→ Data
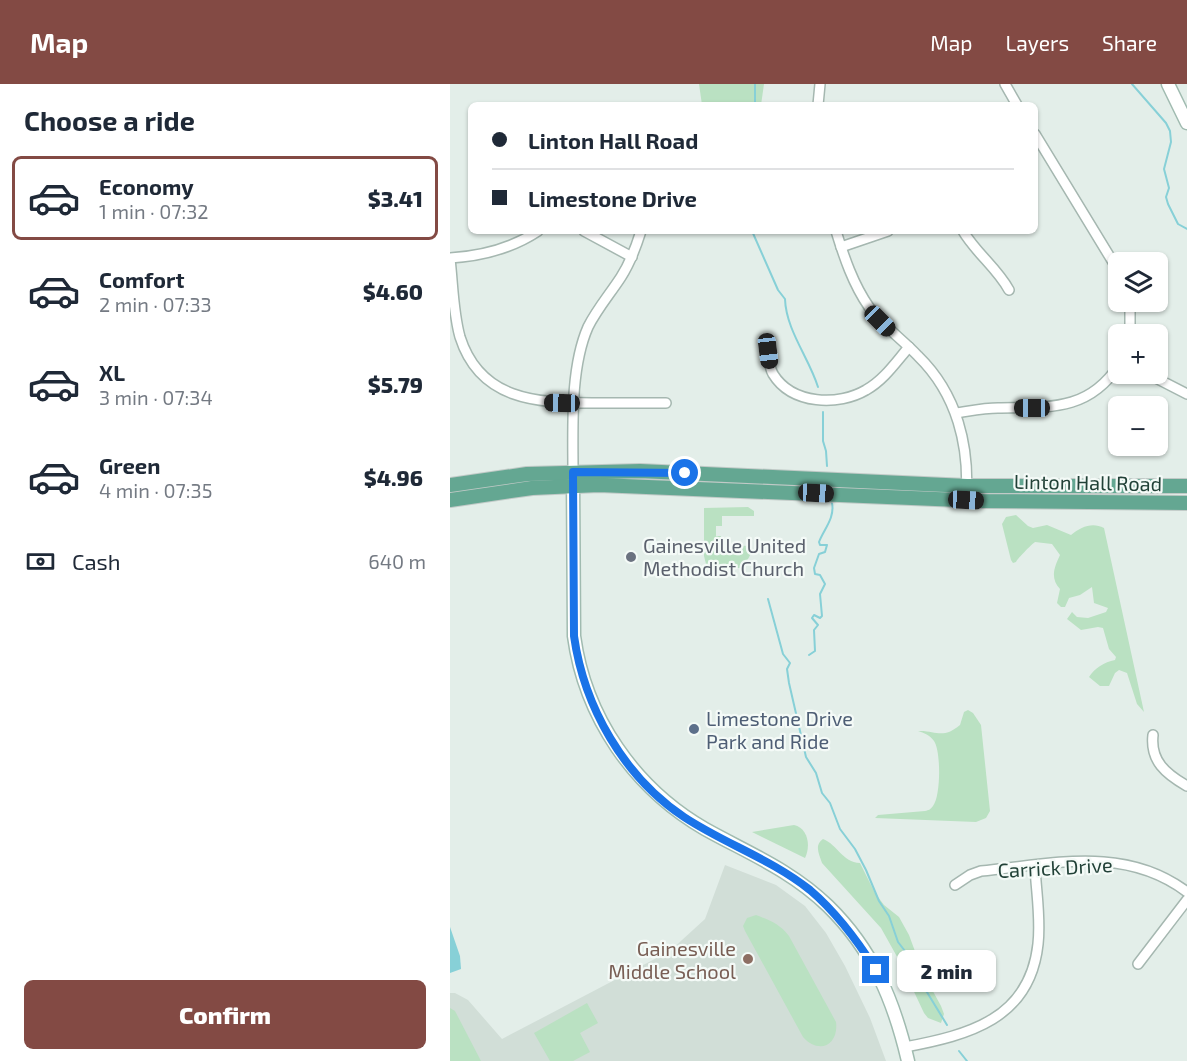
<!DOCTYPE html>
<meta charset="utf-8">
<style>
body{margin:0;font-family:"Exo 2",sans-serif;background:#f6f6f7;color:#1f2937;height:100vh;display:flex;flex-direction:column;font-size:22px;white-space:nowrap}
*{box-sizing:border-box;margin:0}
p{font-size:20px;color:#747a83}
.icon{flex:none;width:33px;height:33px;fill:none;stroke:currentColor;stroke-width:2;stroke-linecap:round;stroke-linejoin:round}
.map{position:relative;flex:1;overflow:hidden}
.sheet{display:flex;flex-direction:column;background:#fff;width:450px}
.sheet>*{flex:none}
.banner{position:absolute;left:18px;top:18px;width:570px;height:132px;border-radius:9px;box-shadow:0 2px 4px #0004;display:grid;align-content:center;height:132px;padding:0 24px;background:#fff}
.tools{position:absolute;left:658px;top:168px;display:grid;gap:12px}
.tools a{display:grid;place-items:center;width:60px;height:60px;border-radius:9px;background:#fff;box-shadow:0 2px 4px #0004;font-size:30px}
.end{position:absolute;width:27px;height:27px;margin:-14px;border:8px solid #1a73e8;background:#fff;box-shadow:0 0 0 3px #fff}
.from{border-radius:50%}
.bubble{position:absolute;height:42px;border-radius:9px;background:#fff;box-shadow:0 2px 4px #0004;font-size:20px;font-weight:800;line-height:42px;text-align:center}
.car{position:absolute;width:18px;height:36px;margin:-18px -9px;border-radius:8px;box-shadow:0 0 4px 2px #0007;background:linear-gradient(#222 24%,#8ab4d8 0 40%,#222 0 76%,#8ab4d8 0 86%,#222 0)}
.banner b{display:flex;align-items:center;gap:21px;height:57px;font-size:22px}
.banner b+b{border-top:2px solid #e0e1e3}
.banner i{width:15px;height:15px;background:#1f2937}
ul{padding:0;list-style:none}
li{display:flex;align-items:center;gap:18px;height:84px;margin:0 12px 9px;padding:0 12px;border:3px solid transparent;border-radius:9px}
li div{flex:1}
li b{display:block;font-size:22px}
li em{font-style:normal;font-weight:800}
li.active{border-color:#834a44}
li>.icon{width:54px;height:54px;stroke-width:1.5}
h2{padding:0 24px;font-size:27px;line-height:72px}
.pay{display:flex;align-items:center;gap:15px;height:66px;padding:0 24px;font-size:22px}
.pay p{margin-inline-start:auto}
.cta{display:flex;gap:12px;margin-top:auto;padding:12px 24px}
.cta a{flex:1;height:69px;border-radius:9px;background:#834a44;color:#fff;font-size:24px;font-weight:800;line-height:69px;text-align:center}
header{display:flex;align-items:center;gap:36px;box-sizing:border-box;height:84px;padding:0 30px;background:#834a44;color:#fff}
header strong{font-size:28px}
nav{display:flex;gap:33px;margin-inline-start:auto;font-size:21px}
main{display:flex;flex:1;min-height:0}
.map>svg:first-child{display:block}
.built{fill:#d1ded7}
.green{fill:#bae1c2}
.water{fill:#87d0d7}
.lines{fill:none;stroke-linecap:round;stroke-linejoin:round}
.stream{stroke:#87d0d7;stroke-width:2}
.street-casing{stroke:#a5b7b0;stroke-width:12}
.secondary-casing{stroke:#a0bbb0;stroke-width:15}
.primary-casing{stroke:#c1cac7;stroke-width:16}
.street{stroke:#fff;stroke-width:9}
.secondary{stroke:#fff;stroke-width:12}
.primary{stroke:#64a792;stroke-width:14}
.route{stroke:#1a73e8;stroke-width:8}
.worship-dot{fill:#6b7280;stroke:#f4faf7;stroke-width:2}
.service-dot{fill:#5c6f8a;stroke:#f4faf7;stroke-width:2}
.education-dot{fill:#8d6e63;stroke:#f4faf7;stroke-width:2}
.labels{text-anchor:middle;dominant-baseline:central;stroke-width:4.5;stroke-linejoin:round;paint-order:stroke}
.street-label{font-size:20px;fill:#214137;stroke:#f4faf7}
.worship-label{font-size:20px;fill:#5b616d;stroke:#f4faf7;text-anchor:start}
.service-label{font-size:20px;fill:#4e5e75;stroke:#f4faf7;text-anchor:start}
.education-label{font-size:20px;fill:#785e54;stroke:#f4faf7;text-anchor:end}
</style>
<header>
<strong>Map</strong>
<nav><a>Map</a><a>Layers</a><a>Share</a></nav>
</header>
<main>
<section class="sheet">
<h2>Choose a ride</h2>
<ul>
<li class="active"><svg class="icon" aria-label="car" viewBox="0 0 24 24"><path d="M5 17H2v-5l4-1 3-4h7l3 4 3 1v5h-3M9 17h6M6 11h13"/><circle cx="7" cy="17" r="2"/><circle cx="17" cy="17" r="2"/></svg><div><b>Economy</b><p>1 min · 07:32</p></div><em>$3.41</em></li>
<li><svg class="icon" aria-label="car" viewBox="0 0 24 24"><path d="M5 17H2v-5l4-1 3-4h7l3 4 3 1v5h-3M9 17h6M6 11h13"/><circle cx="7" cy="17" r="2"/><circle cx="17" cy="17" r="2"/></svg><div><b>Comfort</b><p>2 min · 07:33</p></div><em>$4.60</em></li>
<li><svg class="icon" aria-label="car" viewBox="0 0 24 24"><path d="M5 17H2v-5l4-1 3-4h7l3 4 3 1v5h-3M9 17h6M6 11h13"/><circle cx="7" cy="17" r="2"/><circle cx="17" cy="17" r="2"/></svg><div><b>XL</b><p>3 min · 07:34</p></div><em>$5.79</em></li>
<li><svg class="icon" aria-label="car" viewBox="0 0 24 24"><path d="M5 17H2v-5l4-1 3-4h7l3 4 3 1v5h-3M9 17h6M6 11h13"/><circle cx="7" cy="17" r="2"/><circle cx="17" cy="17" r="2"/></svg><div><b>Green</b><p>4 min · 07:35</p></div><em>$4.96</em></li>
</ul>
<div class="pay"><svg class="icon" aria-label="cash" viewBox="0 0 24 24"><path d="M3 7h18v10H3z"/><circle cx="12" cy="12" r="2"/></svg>Cash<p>640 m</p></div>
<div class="cta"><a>Confirm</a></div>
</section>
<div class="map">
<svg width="737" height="977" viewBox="0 0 737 977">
<rect width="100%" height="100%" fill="#e3eee9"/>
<polygon class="built" points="275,781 326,801 355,822 376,849 395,882 420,934 436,977 0,977 0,909 5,909 18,916 52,955 220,867 255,835"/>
<g class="green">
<polygon points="249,0 314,0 311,21 252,21"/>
<path d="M298,423L304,427V432H272V442H266V452H271L272,461L302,462C303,470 296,478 291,484H257L254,472V424Z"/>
<path d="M566,431L578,442L583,444L597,441L621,451C631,443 642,438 654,444L694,628L687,620L677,589L669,586L665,589L659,602H650L639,593C645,584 654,578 665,576L666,573L659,565L653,544L648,543L631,546L617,535L622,528L627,533L638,534L656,528L658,524L644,519L642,503L630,511L619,514L615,523H611L607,519L610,505C600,494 604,484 610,471L602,460L585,458C581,461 568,474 566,478L563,479L561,476L552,440L556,433Z"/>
<path d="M518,626L523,629L531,641L540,727L536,734L526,738L425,734L428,731L475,727C479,726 480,726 483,722C491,712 491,667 484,657C480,651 474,649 468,647C486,646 492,656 510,641L514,628Z"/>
<path d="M344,741C358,744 361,762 355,774L302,748Z"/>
<path d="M373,755C388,761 392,778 410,779L425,809L434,821L449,833L459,851L473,889L491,922L494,930L491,939L478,934L474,929L450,878L431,844L372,779C369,770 364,761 373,755Z"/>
<path d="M306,831C319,836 330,840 339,852L386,938C389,961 369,971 353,953L295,847L293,842L297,834Z"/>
<polygon points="137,919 148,939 130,949 140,968 123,977 100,977 84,949"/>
<polygon points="0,924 5,927 31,977 0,977"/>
</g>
<polygon class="water" points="0,843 10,872 11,885 0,889"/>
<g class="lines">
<g class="stream">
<polyline points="682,0 716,39 720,47 721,58 714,85 719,104 716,113 718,120 728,140 737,145"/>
<polyline points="305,21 305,0"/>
<path d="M302,147L328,206L335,215C336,246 359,274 368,303"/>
<polyline points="373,328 373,357 376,367 377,382"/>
<polyline points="318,515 333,570 340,579 337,585 339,599 356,673 366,689 372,709 380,719 390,745 405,765 416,786 429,817 439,832 448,858 465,880 472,900 497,941"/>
<path d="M359,571L365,567L364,546L368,541L362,534L364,531L370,534L372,532L370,510L375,500L370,491L365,490L364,484L369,470L375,468L377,461H370L369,458C374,445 385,434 382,419"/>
<polyline points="509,967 517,977"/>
</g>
<g class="street-casing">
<g id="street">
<polyline points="555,0 567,21"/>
<polyline points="368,21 370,0"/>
<polyline points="585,50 669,188"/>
<polyline points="134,147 182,173"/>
<path d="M386,147C394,173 403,200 419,223C433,242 452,255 468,272C507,310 520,362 516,416"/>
<path d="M513,147C526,169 547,184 559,206"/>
<polyline points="391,163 438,147"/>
<path d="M0,174C32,172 61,165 88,147"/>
<path d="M0,175C3,200 3,228 10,253C30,316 86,319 142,319C167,319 192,319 216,319"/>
<polyline points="680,250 680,218"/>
<path d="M318,267C319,275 319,283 323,290C342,321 389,322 416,306C434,296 446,278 459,263"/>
<polyline points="698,290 737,310"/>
<path d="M506,329C520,327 534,324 548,324C598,323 638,328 669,281"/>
<path d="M123,388C123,343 120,284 138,243C147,225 160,210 171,193C180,179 186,163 191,147"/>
<path d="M703,651C700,677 716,690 737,702"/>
<path d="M505,801L520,791L531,787C602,780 675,761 737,808"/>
<polyline points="688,880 737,816"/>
<path d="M455,963C519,951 580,935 588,860C591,834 586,807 585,782"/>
</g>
</g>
<g class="secondary-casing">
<g id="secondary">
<polyline points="718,0 737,39"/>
<path d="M123,392L124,552C135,633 184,704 255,745C298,769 341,786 378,822C423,866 444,917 458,977"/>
</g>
</g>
<g class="primary-casing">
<g id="primary">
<polyline points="0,401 77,390 190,387 517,402 737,402"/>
<polyline points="0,416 82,404 149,401 533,417 737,419"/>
</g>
</g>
<use href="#street" class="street"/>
<use href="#secondary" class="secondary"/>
<use href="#primary" class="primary"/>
</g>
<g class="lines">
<path class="route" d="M235,389L123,388L124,552C134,623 174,693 234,733C275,760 321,775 360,806C387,829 407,856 426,886"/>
</g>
<circle class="worship-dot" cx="181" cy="473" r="6"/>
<circle class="service-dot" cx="244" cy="645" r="6"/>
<circle class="education-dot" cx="298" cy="875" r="6"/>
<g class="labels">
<g class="street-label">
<text transform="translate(638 398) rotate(1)">Linton Hall Road</text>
<text transform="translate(605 783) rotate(-3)">Carrick Drive</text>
</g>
<g class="worship-label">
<text x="193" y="461">Gainesville United<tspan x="193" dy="23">Methodist Church</tspan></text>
</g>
<g class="service-label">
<text x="256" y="634">Limestone Drive<tspan x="256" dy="23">Park and Ride</tspan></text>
</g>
<g class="education-label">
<text x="286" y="864">Gainesville<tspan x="286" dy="23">Middle School</tspan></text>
</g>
</g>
</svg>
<div class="tools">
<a><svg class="icon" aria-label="layers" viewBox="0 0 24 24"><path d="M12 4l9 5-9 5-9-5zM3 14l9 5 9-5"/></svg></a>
<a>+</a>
<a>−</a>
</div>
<i class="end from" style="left:235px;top:389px"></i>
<i class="end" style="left:426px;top:886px"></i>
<div class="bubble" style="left:447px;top:866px;width:99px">2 min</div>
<i class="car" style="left:430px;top:237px;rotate:135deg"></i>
<i class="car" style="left:318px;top:267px;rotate:173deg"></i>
<i class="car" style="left:112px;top:319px;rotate:271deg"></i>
<i class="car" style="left:582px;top:324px;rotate:270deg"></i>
<i class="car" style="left:366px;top:409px;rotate:93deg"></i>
<i class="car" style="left:516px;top:416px;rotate:93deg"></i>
<div class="banner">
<b><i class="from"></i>Linton Hall Road</b>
<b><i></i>Limestone Drive</b>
</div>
</div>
</main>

→ What is required
From the data above, copy each line that has the string "linecap".

→ Written answer
.icon{flex:none;width:33px;height:33px;fill:none;stroke:currentColor;stroke-width:2;stroke-linecap:round;stroke-linejoin:round}
.lines{fill:none;stroke-linecap:round;stroke-linejoin:round}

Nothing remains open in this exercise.